Your answer should be every line of the records that contains the word "icon".

------------------------------------------------------------

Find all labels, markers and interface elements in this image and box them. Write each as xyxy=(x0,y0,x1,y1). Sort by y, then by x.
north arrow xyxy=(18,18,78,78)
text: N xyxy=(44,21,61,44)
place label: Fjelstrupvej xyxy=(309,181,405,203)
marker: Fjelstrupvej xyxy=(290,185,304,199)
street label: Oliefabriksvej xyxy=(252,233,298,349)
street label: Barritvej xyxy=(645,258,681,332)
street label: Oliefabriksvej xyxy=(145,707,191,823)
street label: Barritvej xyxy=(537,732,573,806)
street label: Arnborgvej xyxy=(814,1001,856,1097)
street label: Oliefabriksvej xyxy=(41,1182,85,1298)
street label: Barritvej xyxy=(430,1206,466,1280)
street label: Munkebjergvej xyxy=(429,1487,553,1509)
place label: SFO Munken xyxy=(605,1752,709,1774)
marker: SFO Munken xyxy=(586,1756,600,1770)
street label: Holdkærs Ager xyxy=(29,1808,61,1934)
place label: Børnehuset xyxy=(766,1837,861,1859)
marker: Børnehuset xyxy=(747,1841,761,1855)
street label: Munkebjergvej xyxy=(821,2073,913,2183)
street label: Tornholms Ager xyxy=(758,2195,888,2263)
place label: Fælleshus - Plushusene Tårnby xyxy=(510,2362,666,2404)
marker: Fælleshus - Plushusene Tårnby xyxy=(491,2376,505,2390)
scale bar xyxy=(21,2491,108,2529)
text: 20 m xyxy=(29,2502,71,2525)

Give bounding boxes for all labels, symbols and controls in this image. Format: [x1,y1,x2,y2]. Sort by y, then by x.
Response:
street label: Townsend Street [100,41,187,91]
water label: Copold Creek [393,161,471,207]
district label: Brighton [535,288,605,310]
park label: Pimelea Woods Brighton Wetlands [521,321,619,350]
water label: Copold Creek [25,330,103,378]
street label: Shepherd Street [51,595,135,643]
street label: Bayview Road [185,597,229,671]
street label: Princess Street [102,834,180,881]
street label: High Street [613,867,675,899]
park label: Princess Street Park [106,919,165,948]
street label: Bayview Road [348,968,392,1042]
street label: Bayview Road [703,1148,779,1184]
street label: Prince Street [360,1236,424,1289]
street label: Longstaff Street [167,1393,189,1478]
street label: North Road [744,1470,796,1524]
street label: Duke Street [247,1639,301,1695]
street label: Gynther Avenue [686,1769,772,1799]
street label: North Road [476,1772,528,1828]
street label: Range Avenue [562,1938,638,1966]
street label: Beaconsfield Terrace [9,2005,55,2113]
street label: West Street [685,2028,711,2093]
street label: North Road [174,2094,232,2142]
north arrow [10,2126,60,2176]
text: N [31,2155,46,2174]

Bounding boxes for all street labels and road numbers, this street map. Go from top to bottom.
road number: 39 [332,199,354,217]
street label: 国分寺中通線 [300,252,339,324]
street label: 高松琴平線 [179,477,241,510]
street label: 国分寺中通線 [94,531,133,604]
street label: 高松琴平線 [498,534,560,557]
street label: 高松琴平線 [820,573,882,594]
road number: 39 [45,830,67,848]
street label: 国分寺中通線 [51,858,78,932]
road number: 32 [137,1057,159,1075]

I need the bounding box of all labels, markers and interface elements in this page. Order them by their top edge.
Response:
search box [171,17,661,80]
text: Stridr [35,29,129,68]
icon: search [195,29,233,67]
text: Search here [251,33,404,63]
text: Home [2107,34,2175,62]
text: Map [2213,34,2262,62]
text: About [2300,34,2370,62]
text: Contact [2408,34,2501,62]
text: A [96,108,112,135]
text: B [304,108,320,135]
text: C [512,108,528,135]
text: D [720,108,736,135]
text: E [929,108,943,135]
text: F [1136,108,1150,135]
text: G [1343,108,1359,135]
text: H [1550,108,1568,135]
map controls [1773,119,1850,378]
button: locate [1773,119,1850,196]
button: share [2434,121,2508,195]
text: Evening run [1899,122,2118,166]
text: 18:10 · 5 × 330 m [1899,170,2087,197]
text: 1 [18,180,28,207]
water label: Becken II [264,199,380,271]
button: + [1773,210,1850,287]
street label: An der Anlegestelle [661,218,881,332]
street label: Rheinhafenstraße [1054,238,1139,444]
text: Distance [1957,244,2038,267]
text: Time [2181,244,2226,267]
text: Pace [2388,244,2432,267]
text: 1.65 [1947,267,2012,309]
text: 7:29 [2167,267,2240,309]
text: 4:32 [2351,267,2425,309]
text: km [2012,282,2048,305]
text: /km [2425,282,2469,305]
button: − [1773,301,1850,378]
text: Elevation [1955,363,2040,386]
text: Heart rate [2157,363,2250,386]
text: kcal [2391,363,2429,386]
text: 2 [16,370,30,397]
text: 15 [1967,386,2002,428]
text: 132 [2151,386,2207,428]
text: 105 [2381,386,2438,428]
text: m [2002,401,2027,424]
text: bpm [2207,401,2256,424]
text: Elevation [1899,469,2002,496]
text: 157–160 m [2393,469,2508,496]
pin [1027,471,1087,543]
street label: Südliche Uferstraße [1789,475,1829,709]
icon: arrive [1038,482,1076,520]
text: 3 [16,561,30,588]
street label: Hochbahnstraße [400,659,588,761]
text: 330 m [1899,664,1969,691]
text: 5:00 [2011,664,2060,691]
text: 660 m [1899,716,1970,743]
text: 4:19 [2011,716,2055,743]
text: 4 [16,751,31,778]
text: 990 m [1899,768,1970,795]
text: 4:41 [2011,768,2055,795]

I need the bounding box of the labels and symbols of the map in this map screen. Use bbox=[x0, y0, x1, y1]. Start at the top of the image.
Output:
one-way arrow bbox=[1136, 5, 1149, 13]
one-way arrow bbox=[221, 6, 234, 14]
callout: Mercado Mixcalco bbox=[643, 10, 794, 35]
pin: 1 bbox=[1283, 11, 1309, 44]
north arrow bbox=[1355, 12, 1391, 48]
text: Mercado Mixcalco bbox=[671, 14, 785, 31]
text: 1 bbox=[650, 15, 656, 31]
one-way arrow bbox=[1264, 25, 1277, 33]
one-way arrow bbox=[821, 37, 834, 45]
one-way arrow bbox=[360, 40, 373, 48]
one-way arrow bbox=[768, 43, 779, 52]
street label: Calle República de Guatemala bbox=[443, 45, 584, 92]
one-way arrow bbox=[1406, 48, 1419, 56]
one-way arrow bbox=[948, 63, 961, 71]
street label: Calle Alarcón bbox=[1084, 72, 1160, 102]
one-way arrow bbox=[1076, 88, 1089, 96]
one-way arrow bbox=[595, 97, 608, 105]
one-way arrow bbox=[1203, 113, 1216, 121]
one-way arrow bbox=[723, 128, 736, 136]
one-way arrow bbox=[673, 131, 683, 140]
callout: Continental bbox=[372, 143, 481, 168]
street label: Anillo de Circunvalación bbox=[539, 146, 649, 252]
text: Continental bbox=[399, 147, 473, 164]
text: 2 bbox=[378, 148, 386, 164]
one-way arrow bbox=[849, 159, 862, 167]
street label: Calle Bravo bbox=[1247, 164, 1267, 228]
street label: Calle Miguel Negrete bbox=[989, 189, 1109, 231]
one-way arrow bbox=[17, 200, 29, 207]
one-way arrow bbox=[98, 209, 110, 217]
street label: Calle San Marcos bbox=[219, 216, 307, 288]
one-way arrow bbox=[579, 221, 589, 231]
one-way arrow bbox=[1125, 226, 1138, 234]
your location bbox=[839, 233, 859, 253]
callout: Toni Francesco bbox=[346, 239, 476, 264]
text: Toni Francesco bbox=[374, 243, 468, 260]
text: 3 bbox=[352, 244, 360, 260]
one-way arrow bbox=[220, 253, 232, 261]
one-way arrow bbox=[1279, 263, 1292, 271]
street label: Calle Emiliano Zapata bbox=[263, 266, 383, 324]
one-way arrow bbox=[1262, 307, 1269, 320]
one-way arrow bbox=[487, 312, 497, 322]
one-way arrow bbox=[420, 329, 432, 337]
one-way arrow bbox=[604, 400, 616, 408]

------------------------------------------------------------

- [OUTPUT FOR THIS TASK]:
icon: search [195,29,233,67]
icon: arrive [1038,482,1076,520]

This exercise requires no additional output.